WinnDevelopment received funding after six rounds of applications for financing, Fish explained. “We were patient and used the feedback we received to make each submission stronger and more comprehensive until we were successful,’ she said.
“Beginning construction in the middle of the winter is never ideal, but that was a challenge we had anticipated, and we were able to work around it. There was no heat in the building and it was an open site until windows had been replaced and insulation had been applied. The building has very tight lot lines, abutting a main street and a public sidewalk on one side and a canal on the other side.
“Working on the exterior of the building for things like window replacement and masonry repointing required staging and coordination with the City of Lowell, among others. The historically-sensitive adaptive reuse of a former mill is inherently complex, and this building was no exception.”
WinnDevelopment’s design group, comprised of The Architectural Team, Dellbrook Construction and Epsilon Associates, worked closely with the Lowell Historic Board, the Massachusetts Historical Commission and the National Park Service to create a finished product that preserved many of the original historic qualities of the mill, Fish added.

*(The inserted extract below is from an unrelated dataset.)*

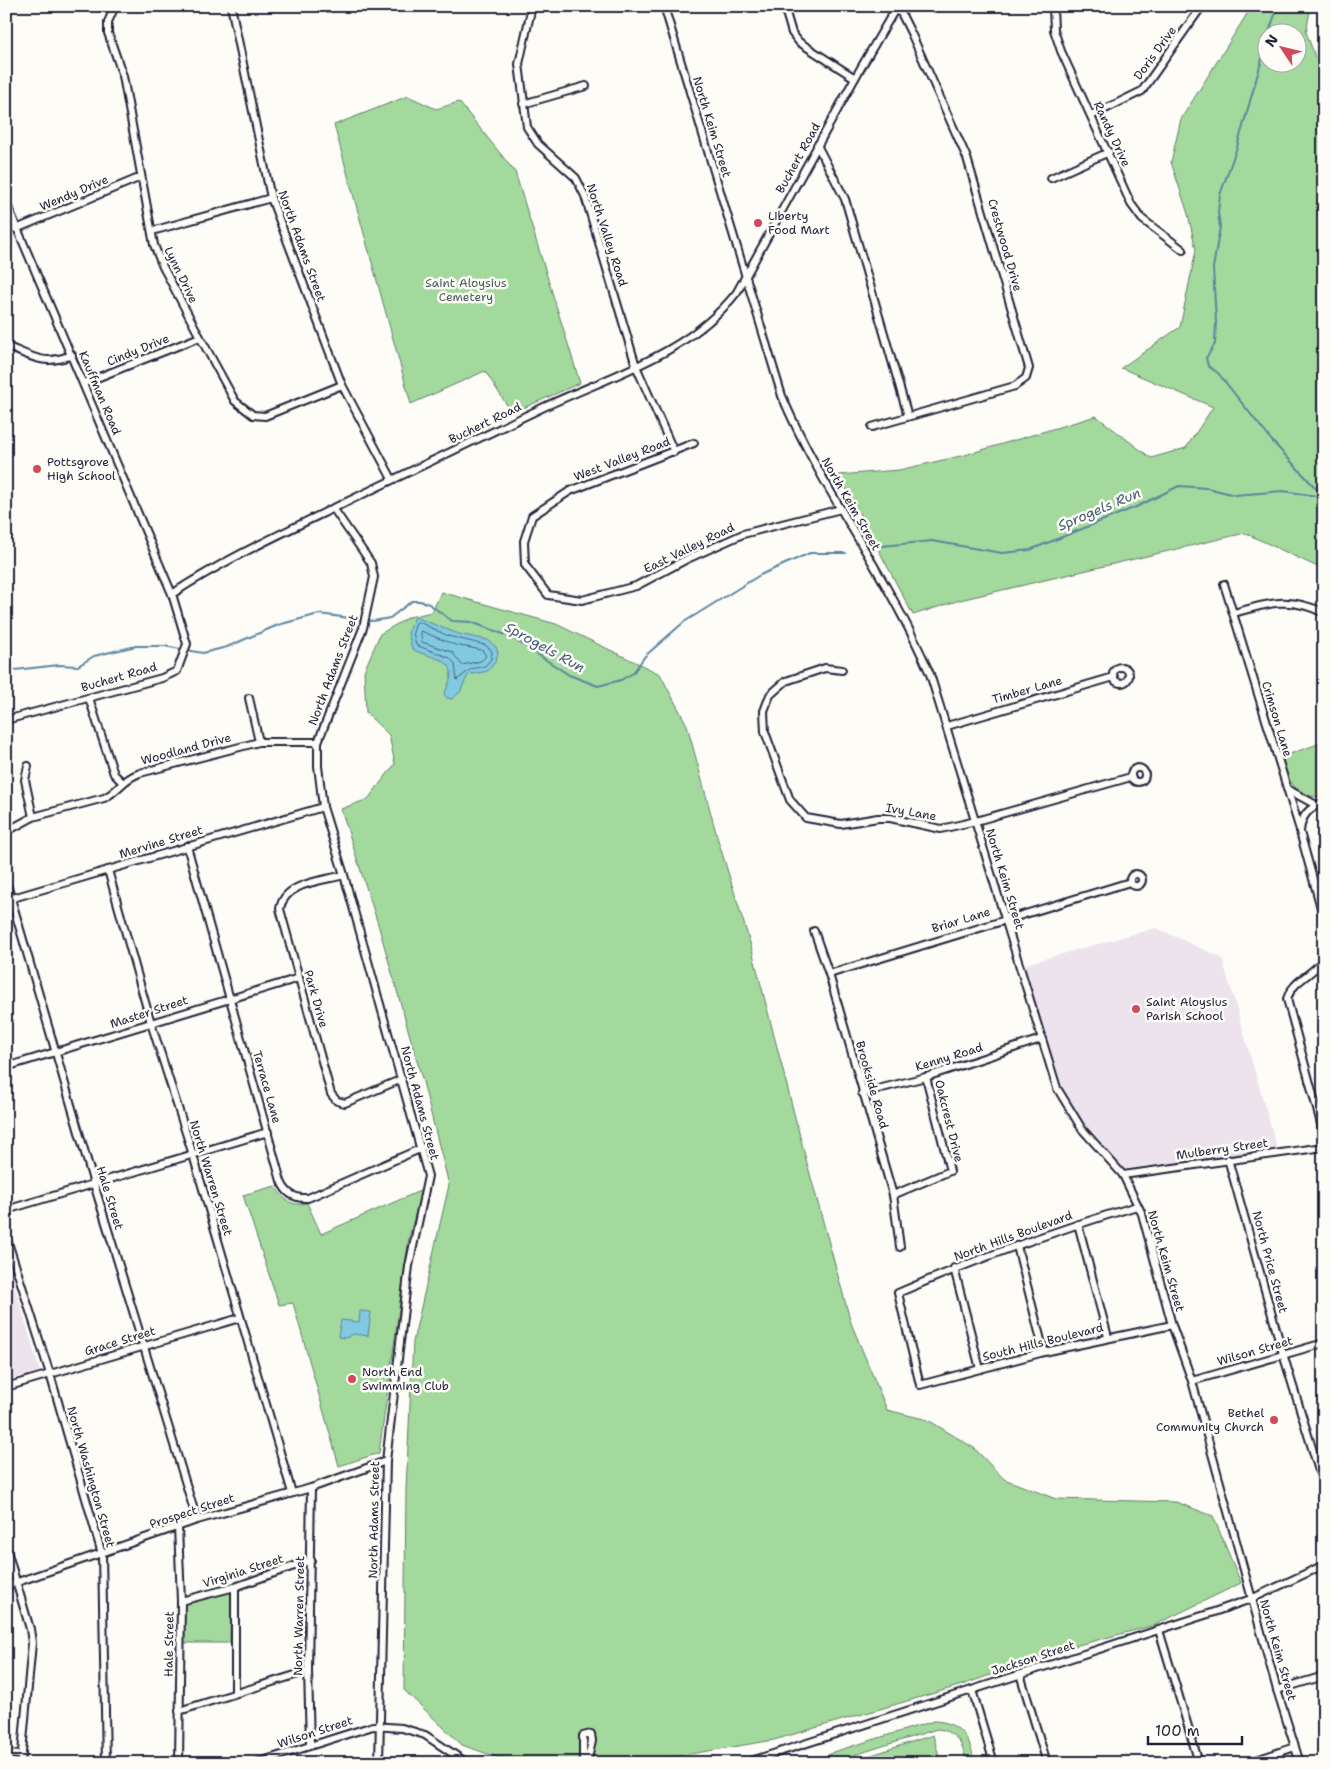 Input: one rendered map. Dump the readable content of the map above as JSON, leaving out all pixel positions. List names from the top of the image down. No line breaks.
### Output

Included were historically accurate windows with arched masonry openings, exposed ceilings, decking, columns and beams and walls. The design team was also able to maintain the existing interior train bay used to deliver raw materials and pick up finished textiles for the Hamilton Manufacturing Company, and incorporated the bay into four units.
“We also put an emphasis on green building and energy efficiency, through the use of high density insulation, energy efficient HVAC and plumbing equipment, and local sourcing of construction materials to the greatest extent possible,” Fish noted.
Counting House Lofts delivers much-needed, high-quality mixed-income housing in the downtown Lowell area. “All of the units rented in the first quarter of this year during the worst winter in the history of Massachusetts,” Fish concluded. “That’s hard evidence of the demand.”